Instrumentation Demo App

This is a demo app that we will use to complete challenges for the software instrumentation course.

About this project

This project is a gRPC server, written in Go, that provides few endpoints to manage courses catalog and bookings for a fake online course marketplace. This project uses library named gRPC-gateway which provide a RESTful API endpoints proxy. So, while the implementation is actually a gRPC server, you can also access it by using curl or any other way you used to.

Getting Started

Pre-setup

I have prepared some basic setup here including the following:

  • Docker compose file to start few dependencies.
  • Logger initialization which will write the logs to stdout and file located on logs/app.log. Thus, you can just directly use zerolog to log your application. You can find the initialization on server.go.

Running the application

  1. Make sure you have terminated all running containers from other projects if any. Run docker compose down on the other project if necessary.

  2. Set these environment variable in your profile (e.g. ~/.bashrc):

    export REDIS_PASSWORD=<set to password you like>
  3. From this project directory, start all dependencies with docker compose for this project:

    make bootstrap
    docker compose up -d

    Make sure you have make installed. If not, run apt install make or whatever you need to do to install make on your machine.

    If you get error when running make bootstrap because some dependencies are missing, just install them. For instance, if you got this following errors:

    no required module provides package google.golang.org/grpc/cmd/protoc-gen-go-grpc; to add it:
        go get google.golang.org/grpc/cmd/protoc-gen-go-grpc
    

    In this case, run go get google.golang.org/grpc/cmd/protoc-gen-go-grpc.

    Please check the docker-compose.yml file to see what services are started.

  4. To start this API server, run:

    make course/server

    You should see that HTTP server starts at port 8800 and gRPC server starts at port 9900.

  5. Seed the database by running the following command from this project directory

    make course/seed

    If necessary, you may update the data after it is seeded to database. Or you can truncate the database and re-seed it if necessary.

  6. Check out list of available APIs from the swagger docs. Go to http://localhost:8800/swagger. You can try out the API from there as well if you want.

Running load generator

Load generator here is used to test your implementation.

While you may see the implementation of the load generator, I suggest you to not do that. Instead, you should treat the load generator as a black box so that you can fully understand how the API clients interacting with your API only by using instrumentation you set.
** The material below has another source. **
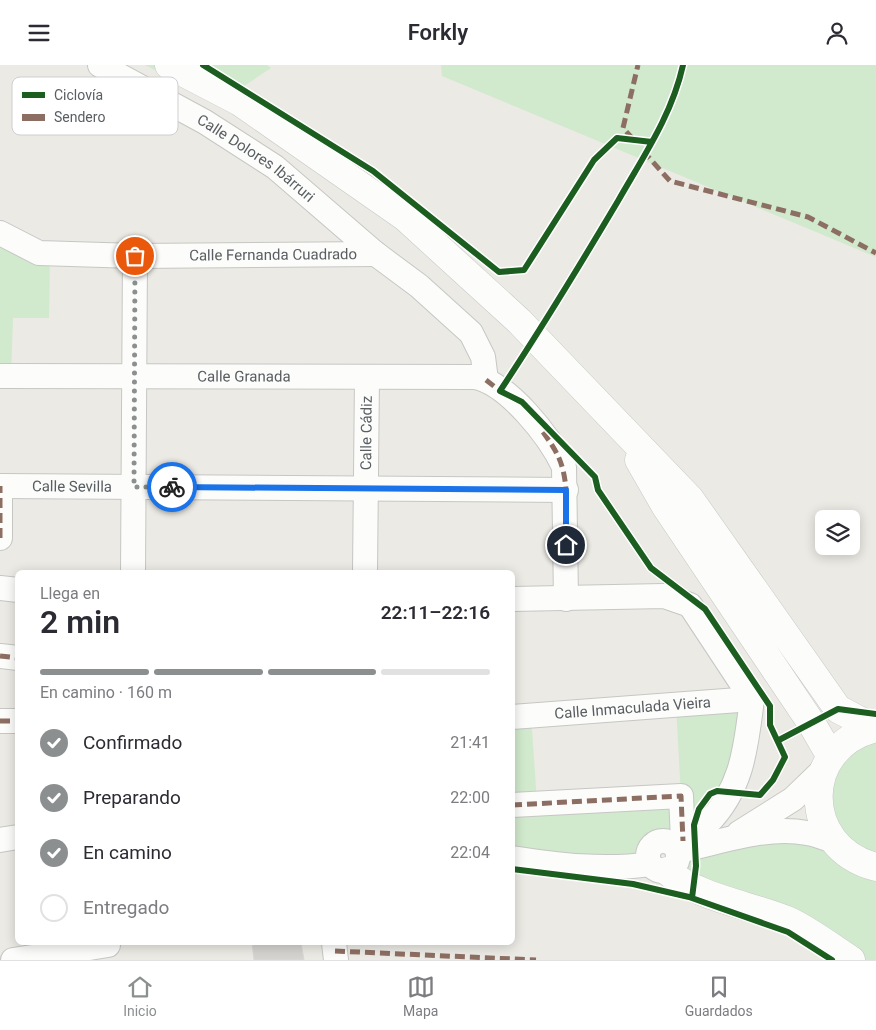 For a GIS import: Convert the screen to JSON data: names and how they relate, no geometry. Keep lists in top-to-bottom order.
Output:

  1. Make sure you have python 3.x installed.

  2. Install virtualenv

    pip install virtualenv
  3. Go to locust directory under scripts directory. Crete and activate a virtual environment

    cd scripts/locust
    virtualenv .venv
    source .venv/bin/activate
  4. Install the required dependencies for the load generator

    pip install -r requirements.txt
  5. Run the load generator

    locust -f locustfiles --class-picker --modern-ui -H http://localhost:8800
  6. Open your browser and go to http://localhost:8089. You should see the locust dashboard. There are two users scenarios:

    • GeneralUser is the scenario that you can use to test several APIs. Use this for most of the time when working on the final challenges. You do not need to spawn a lot of users to test this scenario. One or just a few users are enough.

    • CompetingUser is the scenario that you can use later when working on the tracing final challenge. The scenario is designed to simulate a competition between users when making the reservation. You need to spawn a more users to test this scenario to see how it might impact the performance of the system.